In the past, foreign corporations exploited Alaska’s rich natural wealth with projects that harvested Alaska’s wealth but left little for Alaska. The Kennecott Copper Mine is one example. Alaska’s past “boom and bust” economy resulted in resource extraction solely for exploitation and profit with no concern for permanent growth and development. That remains the same today.
The state now faces huge deficits if we continue to sell our oil to multinational corporations at bargain prices. Alaska, under SB 21, receives less revenue than other owner states. The glossy ads, paid by the oil corporations, fail to compare their share of the profit in Iraq or Mexico to their share of the profit from Alaska’s oil. These multinational corporations, along with their CEOs, investors and stockholders, have been the beneficiaries of Alaska’s oil for many decades.
At a recent Chamber of Commerce debate, oil and gas attorney Craig Richards pointed out the decline in pipeline throughput of oil characterizes aging fields. The solution lies in new production, exploring and developing new fields and pools in existing fields. Reports show Alaska has substantially more oil in the ground and will be able to produce for years to come.
Alaska’s Clear and Equitable Share encourages this kind of development. SB 21 rewards increasing the rate of extraction from the old, declining fields. Mr. Richards pointed out much of last year’s increased activity required long range planning. Oil rigs had already been bought and shipped to Alaska under ACES.
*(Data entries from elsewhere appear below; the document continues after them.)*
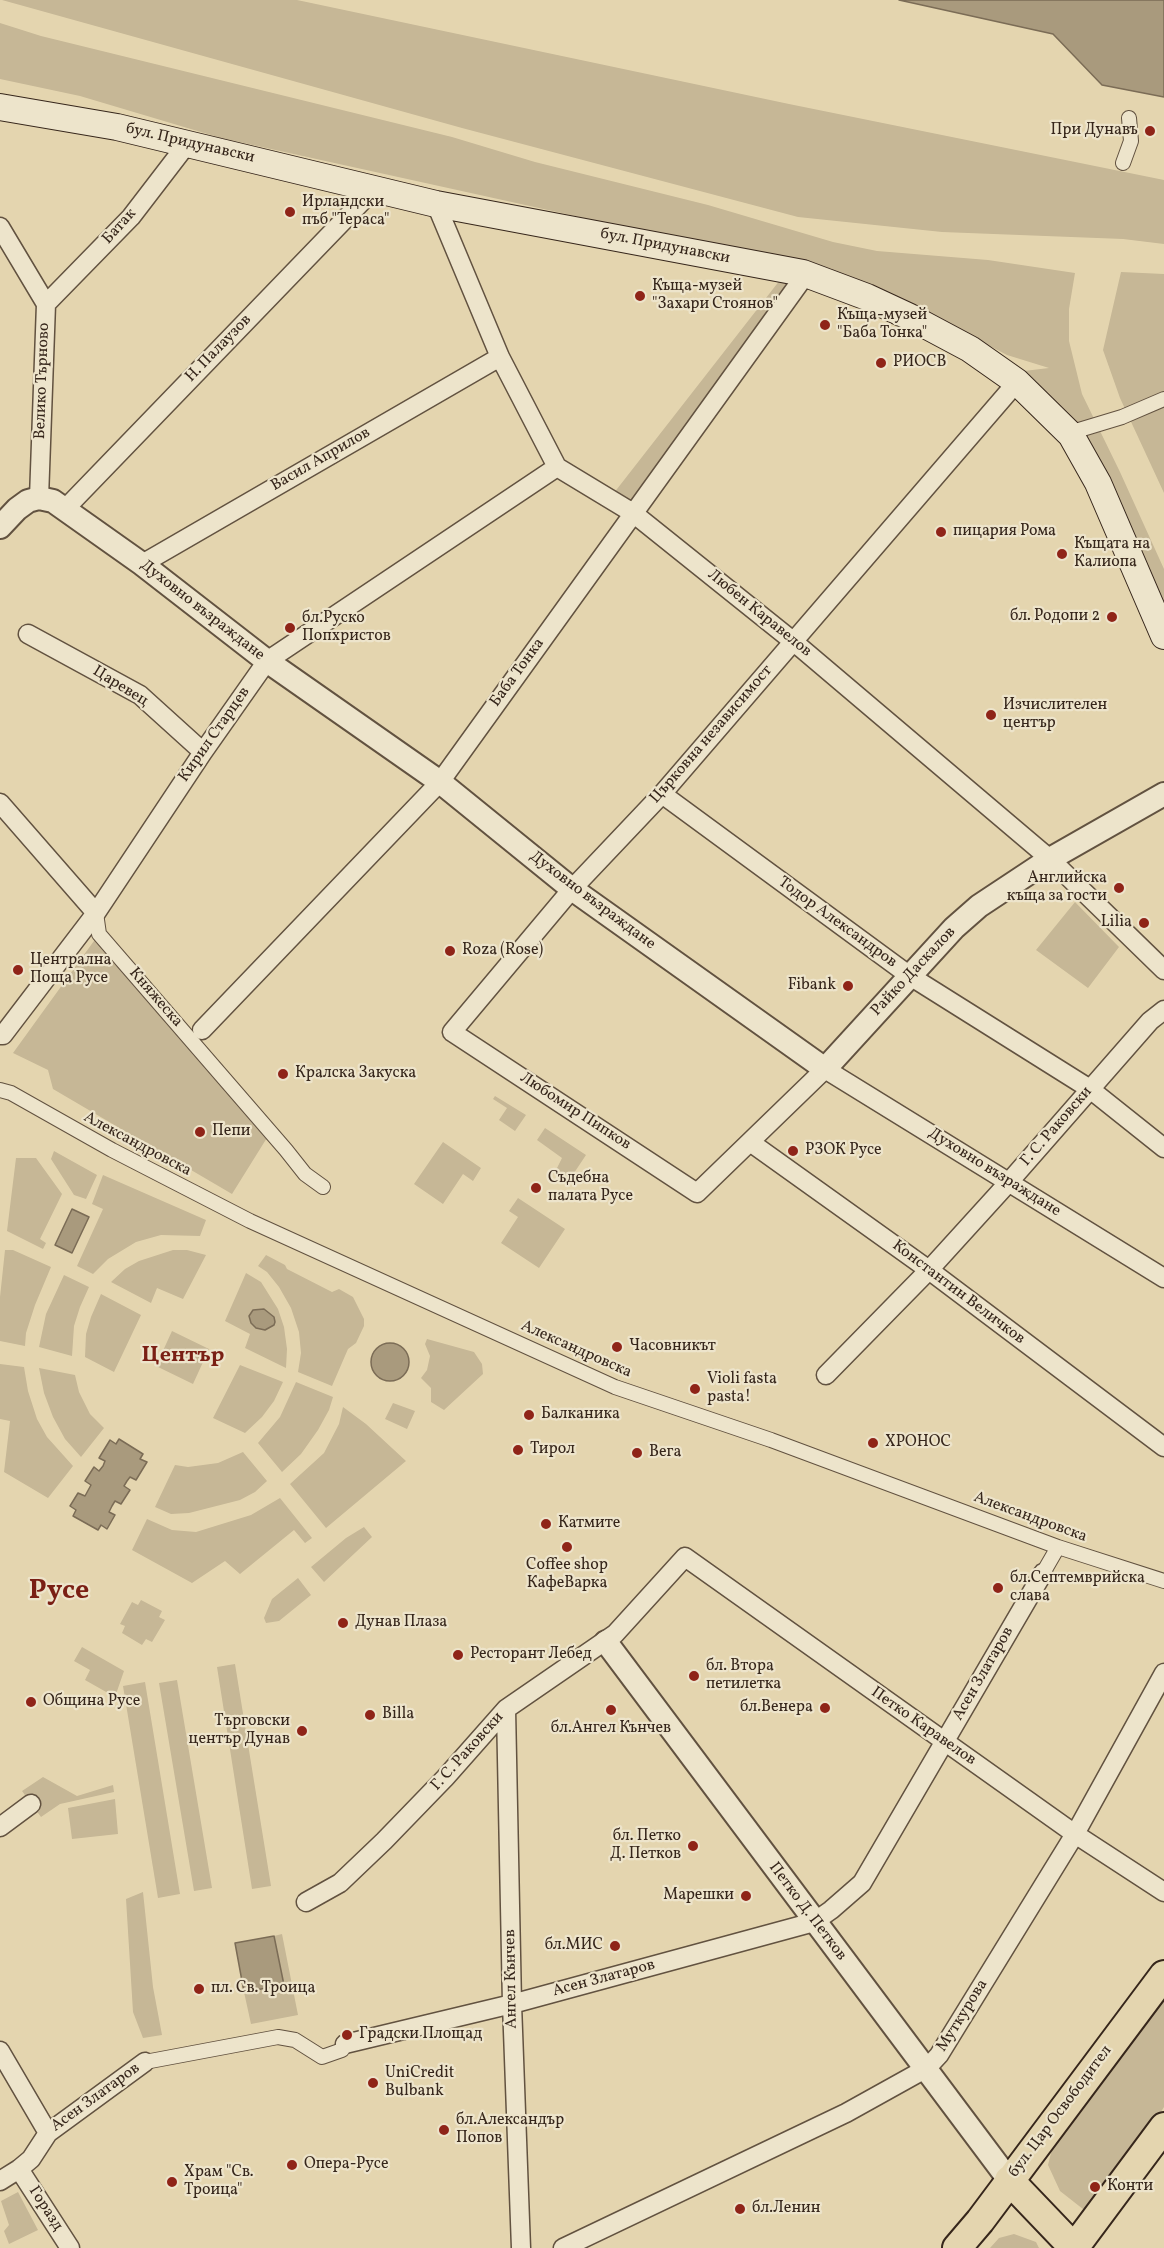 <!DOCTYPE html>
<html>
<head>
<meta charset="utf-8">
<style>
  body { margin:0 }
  canvas { display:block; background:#e4d5af }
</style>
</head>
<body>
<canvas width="1164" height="2248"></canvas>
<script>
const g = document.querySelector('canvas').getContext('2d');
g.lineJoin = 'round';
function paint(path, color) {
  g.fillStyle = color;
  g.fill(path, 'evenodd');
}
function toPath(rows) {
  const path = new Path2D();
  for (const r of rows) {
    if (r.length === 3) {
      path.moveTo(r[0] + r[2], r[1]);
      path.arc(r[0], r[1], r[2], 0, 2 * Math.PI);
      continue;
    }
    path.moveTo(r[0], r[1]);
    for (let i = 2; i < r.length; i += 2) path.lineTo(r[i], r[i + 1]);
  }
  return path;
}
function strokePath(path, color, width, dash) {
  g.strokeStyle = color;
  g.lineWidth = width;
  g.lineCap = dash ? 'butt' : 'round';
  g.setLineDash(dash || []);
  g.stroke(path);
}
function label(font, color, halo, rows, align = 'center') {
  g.font = font + ' Vollkorn,serif';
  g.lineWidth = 4.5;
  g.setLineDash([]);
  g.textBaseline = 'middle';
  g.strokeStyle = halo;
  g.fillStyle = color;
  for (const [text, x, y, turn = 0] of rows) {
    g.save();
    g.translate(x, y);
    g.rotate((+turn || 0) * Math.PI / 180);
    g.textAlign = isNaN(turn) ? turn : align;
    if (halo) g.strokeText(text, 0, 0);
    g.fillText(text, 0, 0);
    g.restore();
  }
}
const green = toPath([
  [2,0,297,0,789,104,1164,180,1164,244,1123,239,942,232,798,217,462,128],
  [0,23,41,36,452,137,535,162,708,205,833,242,877,251,988,260,1075,273,1069,309,1069,341,1082,394,1120,472,1164,569,1164,614,1024,371,1049,368,1007,355,931,315,831,279,832,269,798,259,716,247,221,138,80,96,0,79],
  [787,271,803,273,639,522,610,498],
  [1121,272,1164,274,1164,493,1120,398,1103,350],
  [1075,902,1119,947,1088,988,1036,950],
  [99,934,270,1133,232,1194,53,1089,48,1070,13,1053],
  [495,1096,526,1115,515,1131,499,1120,507,1108,493,1099],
  [545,1128,586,1155,570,1179,556,1170,562,1158,537,1140],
  [443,1142,481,1168,473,1181,463,1174,443,1204,414,1184],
  [54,1151,97,1175,86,1199,74,1195,51,1159],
  [16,1158,36,1158,62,1194,40,1239,46,1243,43,1249,7,1231],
  [103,1175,206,1220,200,1236,161,1235,136,1242,108,1259,93,1274,77,1266,103,1209,92,1204],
  [518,1198,565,1229,539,1268,501,1243,518,1217,509,1211],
  [5,1250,13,1250,51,1267,35,1305,26,1333,25,1346,0,1341,0,1297],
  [173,1250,187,1250,206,1255,183,1299,157,1288,151,1303,111,1282,125,1269,139,1261],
  [266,1255,285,1265,287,1269,332,1292,339,1289,353,1297,364,1319,364,1326,356,1343,348,1349,332,1386,298,1372,301,1353,299,1332,291,1308,279,1287,267,1272,258,1266],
  [246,1273,261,1282,278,1309,284,1327,287,1349,286,1368,245,1348,250,1334,225,1321],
  [64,1275,89,1287,80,1307,74,1326,72,1356,39,1347,46,1314],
  [101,1294,141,1315,114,1372,85,1357,86,1334,91,1317],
  [172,1331,209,1349,193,1384,156,1366],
  [427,1339,474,1352,482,1364,483,1374,444,1410,431,1402,431,1388,421,1378,427,1370,430,1356,425,1344],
  [0,1364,24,1367,28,1391,37,1419,47,1437,73,1466,48,1498,4,1472,10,1421,0,1419],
  [240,1365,283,1382,274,1401,262,1417,245,1433,213,1418],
  [39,1368,75,1375,79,1392,90,1414,104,1428,81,1457,65,1439,53,1417,44,1393],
  [296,1382,333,1397,329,1410,318,1430,301,1454,282,1472,258,1443,280,1417],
  [393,1403,415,1411,407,1429,385,1419],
  [343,1407,366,1424,406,1461,326,1528,290,1484,324,1453,339,1424],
  [243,1452,267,1481,255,1492,240,1500,189,1513,171,1514,155,1507,175,1465,188,1467,218,1463],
  [280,1498,312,1538,305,1543,294,1530,240,1574,225,1561,192,1583,132,1550,147,1519,172,1530,196,1532,251,1515],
  [364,1527,372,1537,324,1582,311,1567,346,1538],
  [298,1578,311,1595,279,1621,266,1623,264,1618,272,1599],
  [141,1600,162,1611,159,1617,165,1620,152,1642,146,1639,142,1645,122,1633,125,1626,120,1624,132,1602,138,1605],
  [82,1647,124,1671,115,1697,85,1680,90,1670,74,1661],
  [235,1664,271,1886,252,1889,217,1667],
  [177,1680,212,1888,194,1891,159,1683],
  [145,1682,180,1894,158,1898,123,1686],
  [43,1777,77,1796,113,1785,114,1792,60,1804,41,1817,22,1791],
  [115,1799,118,1834,72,1839,68,1808],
  [143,1892,153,1987,162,2035,143,2038,133,2012,126,1899],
  [282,1934,298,2015,251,2024,244,1992,283,1984,274,1936],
  [1164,1993,1164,2107,1121,2175,1088,2213,1060,2191,1048,2165,1052,2149],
  [18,2192,38,2230,9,2244,4,2231,9,2225,1,2201],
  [1014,2234,1036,2242,1039,2248,990,2248,999,2238]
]);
const water = toPath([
  [899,0,1164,0,1164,97,1102,85,1053,34,899,0],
  [72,1209,89,1217,72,1253,55,1245,72,1209],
  [264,1309,274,1317,275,1322,274,1325,265,1330,256,1328,251,1323,249,1316,253,1310,264,1309],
  [390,1362,19],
  [119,1439,143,1454,140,1459,147,1462,136,1480,130,1477,127,1481,124,1486,130,1490,121,1504,115,1501,112,1506,109,1512,115,1515,107,1529,101,1525,98,1530,73,1516,76,1510,70,1506,78,1493,85,1496,91,1485,85,1481,94,1467,99,1471,103,1466,105,1461,99,1458,110,1440,116,1444,119,1439],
  [274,1936,284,1985,244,1992,235,1943,274,1936]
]);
const pedestrian = toPath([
  [1123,163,1131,141,1129,118],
  [1071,435,1079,430,1122,417,1164,399],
  [96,913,99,934,286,1150,305,1174,323,1187],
  [0,1090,11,1093,112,1150,250,1221,615,1387,771,1440,1058,1547,1164,1581],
  [1043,1573,1058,1547],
  [145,2062,278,2037,295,2040,322,2057,342,2050,345,2044]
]);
const minor = toPath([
  [436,204,500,357,557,467,633,513,794,642,1050,859,1164,970],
  [0,227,46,304,39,498],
  [46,304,131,217,187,144],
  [1017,382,662,794,572,889,452,1032,697,1193,825,1069,1164,1278],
  [65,509,374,189],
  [142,564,500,357],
  [28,634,140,695,203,752],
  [662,794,910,976,1090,1089,1164,1148],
  [0,803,96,913],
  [202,1030,440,782,806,274],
  [0,1035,3,1035,96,913,203,752,267,661,557,467],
  [750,1142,929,1270,1164,1447],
  [826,1375,929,1270,1009,1182,1150,1021,1164,1010],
  [506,1709,512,2004,521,2248],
  [0,1827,31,1804],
  [306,1902,340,1883,384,1841,445,1778,506,1709,615,1634,685,1557,1075,1834,1164,1892],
  [345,2044,512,2004,814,1922,831,1910,862,1883,1043,1573],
  [0,2051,48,2133],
  [19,2169,70,2248],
  [0,2181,19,2169,31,2159,48,2133,145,2062],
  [563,2248,846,2113,927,2068,939,2055,1075,1834,1164,1673]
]);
const tertiary = toPath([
  [0,527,17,509,28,501,39,498,53,501,142,564,267,661,440,782,572,889,825,1069,954,928,979,906,1050,859,1164,794],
  [606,1642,1009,2180]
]);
const secondary = toPath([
  [0,107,117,127,436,204,803,273,867,297,910,317,970,349,1017,382,1071,435,1098,483,1164,636]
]);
const primary = toPath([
  [1009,2180,1074,2248],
  [957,2248,980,2221,1164,1975],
  [1074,2248,1164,2127]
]);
const markers = [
  [1150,131,6,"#8f2418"],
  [290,212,6,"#8f2418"],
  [640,296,6,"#8f2418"],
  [825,325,6,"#8f2418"],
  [881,363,6,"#8f2418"],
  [941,532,6,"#8f2418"],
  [1062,554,6,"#8f2418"],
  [1112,617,6,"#8f2418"],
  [290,628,6,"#8f2418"],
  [991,715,6,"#8f2418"],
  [1119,888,6,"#8f2418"],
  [1144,923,6,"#8f2418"],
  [450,951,6,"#8f2418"],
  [18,970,6,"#8f2418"],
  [848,986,6,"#8f2418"],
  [283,1074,6,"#8f2418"],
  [200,1132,6,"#8f2418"],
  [793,1151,6,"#8f2418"],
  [536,1188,6,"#8f2418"],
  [617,1347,6,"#8f2418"],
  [695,1389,6,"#8f2418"],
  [529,1415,6,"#8f2418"],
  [873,1443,6,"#8f2418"],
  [518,1450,6,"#8f2418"],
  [637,1453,6,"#8f2418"],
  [546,1524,6,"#8f2418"],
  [567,1547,6,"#8f2418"],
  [998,1588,6,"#8f2418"],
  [343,1623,6,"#8f2418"],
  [458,1655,6,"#8f2418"],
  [694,1676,6,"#8f2418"],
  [31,1702,6,"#8f2418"],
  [825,1708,6,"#8f2418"],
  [611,1710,6,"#8f2418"],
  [370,1715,6,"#8f2418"],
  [302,1731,6,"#8f2418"],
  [693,1846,6,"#8f2418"],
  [746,1896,6,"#8f2418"],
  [615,1946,6,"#8f2418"],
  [199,1989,6,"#8f2418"],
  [347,2035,6,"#8f2418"],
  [373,2083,6,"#8f2418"],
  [444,2130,6,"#8f2418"],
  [292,2165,6,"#8f2418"],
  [172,2182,6,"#8f2418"],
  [1095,2187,6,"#8f2418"],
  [740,2209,6,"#8f2418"]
];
const poiNames = [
  ["При Дунавъ",1138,131,"right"],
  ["Ирландски",302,203],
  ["пъб \"Тераса\"",302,221],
  ["Къща-музей",652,287],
  ["\"Захари Стоянов\"",652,305],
  ["Къща-музей",837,316],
  ["\"Баба Тонка\"",837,334],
  ["РИОСВ",893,363],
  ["пицария Рома",953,532],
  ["Къщата на",1074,545],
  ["Калиопа",1074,563],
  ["бл. Родопи 2",1100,617,"right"],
  ["бл.Руско",302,619],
  ["Попхристов",302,637],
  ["Изчислителен",1003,706],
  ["център",1003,724],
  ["Aнглийска",1107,879,"right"],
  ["къща за гости",1107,897,"right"],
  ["Lilia",1132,923,"right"],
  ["Roza (Rose)",462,951],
  ["Централна",30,961],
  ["Поща Русе",30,979],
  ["Fibank",836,986,"right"],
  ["Кралска Закуска",295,1074],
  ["Пепи",212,1132],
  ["РЗОК Русе",805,1151],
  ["Съдебна",548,1179],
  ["палата Русе",548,1197],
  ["Часовникът",629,1347],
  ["Violi fasta",707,1380],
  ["pasta!",707,1398],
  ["Балканика",541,1415],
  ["XPOHOC",885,1443],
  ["Тирол",530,1450],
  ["Вега",649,1453],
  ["Катмите",558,1524],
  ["Coffee shop",567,1566,"center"],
  ["КафеВарка",567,1584,"center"],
  ["бл.Септемврийска",1010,1579],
  ["слава",1010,1597],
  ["Дунав Плаза",355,1623],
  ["Ресторант Лебед",470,1655],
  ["бл. Втора",706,1667],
  ["петилетка",706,1685],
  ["Община Русе",43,1702],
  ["бл.Венера",813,1708,"right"],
  ["Billa",382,1715],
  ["Tърговски",290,1722,"right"],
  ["център Дунав",290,1740,"right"],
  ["бл.Ангел Кънчев",611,1729,"center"],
  ["бл. Петко",681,1837,"right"],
  ["Д. Петков",681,1855,"right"],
  ["Марешки",734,1896,"right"],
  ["бл.МИС",603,1946,"right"],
  ["пл. Св. Троица",211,1989],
  ["Градски Площад",359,2035],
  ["UniCredit",385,2074],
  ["Bulbank",385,2092],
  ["бл.Александър",456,2121],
  ["Попов",456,2139],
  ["Опера-Русе",304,2165],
  ["Храм \"Св.",184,2173],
  ["Троица\"",184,2191],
  ["Конти",1107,2187],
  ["бл.Ленин",752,2209]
];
const streetNames = [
  ["бул. Придунавски",190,144,13],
  ["Батак",120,227,-48],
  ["бул. Придунавски",665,247,11],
  ["Н. Палаузов",219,349,-46],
  ["Велико Търново",43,381,-88],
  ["Васил Априлов",321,460,-30],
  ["Духовно възраждане",202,611,38],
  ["Любен Каравелов",759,614,39],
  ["Баба Тонка",518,673,-54],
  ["Царевец",120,687,32],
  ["Кирил Старцев",215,735,-55],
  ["Църковна независимост",712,735,-49],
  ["Духовно възраждане",592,901,37],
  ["Тодор Александров",837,923,36],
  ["Райко Даскалов",914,972,-47],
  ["Княжеска",155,998,49],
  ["Любомир Пипков",575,1112,33],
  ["Г. С. Раковски",1057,1127,-49],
  ["Александровска",137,1145,28],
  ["Духовно възраждане",994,1173,32],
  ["Константин Величков",958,1293,37],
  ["Александровска",576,1350,24],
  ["Александровска",1030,1518,20],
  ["Асен Златаров",984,1674,-60],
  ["Петко Каравелов",923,1727,35],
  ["Г. С. Раковски",468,1752,-48],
  ["Петко Д. Петков",807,1912,53],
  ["Ангел Кънчев",512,1979,-91],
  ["Асен Златаров",604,1979,-15],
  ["Муткурова",963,2016,-58],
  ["Асен Златаров",96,2098,-36],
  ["бул. Цар Освободител",1061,2112,-53],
  ["Горазд",45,2209,57]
];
const districtNames = [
  ["Център",183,1357]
];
const townNames = [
  ["Русе",59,1593]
];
paint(green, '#c6b796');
paint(water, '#a99a7d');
strokePath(water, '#7b6c56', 1.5);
strokePath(pedestrian, '#625240', 16);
strokePath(minor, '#625240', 21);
strokePath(tertiary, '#625240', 26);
strokePath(secondary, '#36261b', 28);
strokePath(primary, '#36261b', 32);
strokePath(pedestrian, '#ede4cb', 14);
strokePath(minor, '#ede4cb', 18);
strokePath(tertiary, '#ede4cb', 22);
strokePath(secondary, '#ede4cb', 26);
strokePath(primary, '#e4d5af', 28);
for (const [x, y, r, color] of markers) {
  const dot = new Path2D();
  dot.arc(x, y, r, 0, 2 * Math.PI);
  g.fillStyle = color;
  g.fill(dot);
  strokePath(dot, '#ede4cb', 2);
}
label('16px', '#36261b', '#ede4cb', poiNames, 'left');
label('16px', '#36261b', '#ede4cb', streetNames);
label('bold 22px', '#7a1f14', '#ede4cb', districtNames);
label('bold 28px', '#7a1f14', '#ede4cb', townNames);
</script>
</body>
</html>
“Vote No” says we want to go back to a flawed law. Darn right we do. We want to make a good law better and return to a law (ACES) from which Alaska received $8.5 billion more than it would have under SB21.
As business owners, we want audits of the state’s oil revenues and unbiased research made available to our elected citizen representatives. Our legislators require accurate, up to date accountability to make informed decisions. As an owner-state Alaska needs that information.
Alaskans must take a principled stand no matter our political affiliation. We will not have a democratic, citizen-represented government if we continue to allow multinationals to dominate our government, our laws, our policies, and our elections.
“Whenever the people are well informed, they can be trusted with their own government; that whenever things get so far wrong as to attract their notice, they may be relied on to set them to rights.” — Thomas Jefferson 1788
The repeal of SB21 will put Alaskans on the path to “setting things right.” We can empower our legislators to represent the resource owners, not the oil companies. In the August 19th Primary election, we will use the strongest voice we have. Thirteen million dollars have already been spent to sway your vote. Please make your decision based on fact, not money-fueled ads, glossy fliers, and glitzy infomercials. Vote Yes on Proposition One for Alaska’s long-term best interests.
Hal Gazaway attended grade school in the territory of Alaska and high school in the state of Alaska. After nine years as an Assistant Attorney General and Administrative Law Judge, he went into his own law practice in Anchorage.
Barbara Gazaway had a long career in education, teaching music at all levels elementary through University. She taught in the European DOD schools, Pennsylvania, Utah, California, and Alaska. She now teaches piano and works part time as a legal assistant.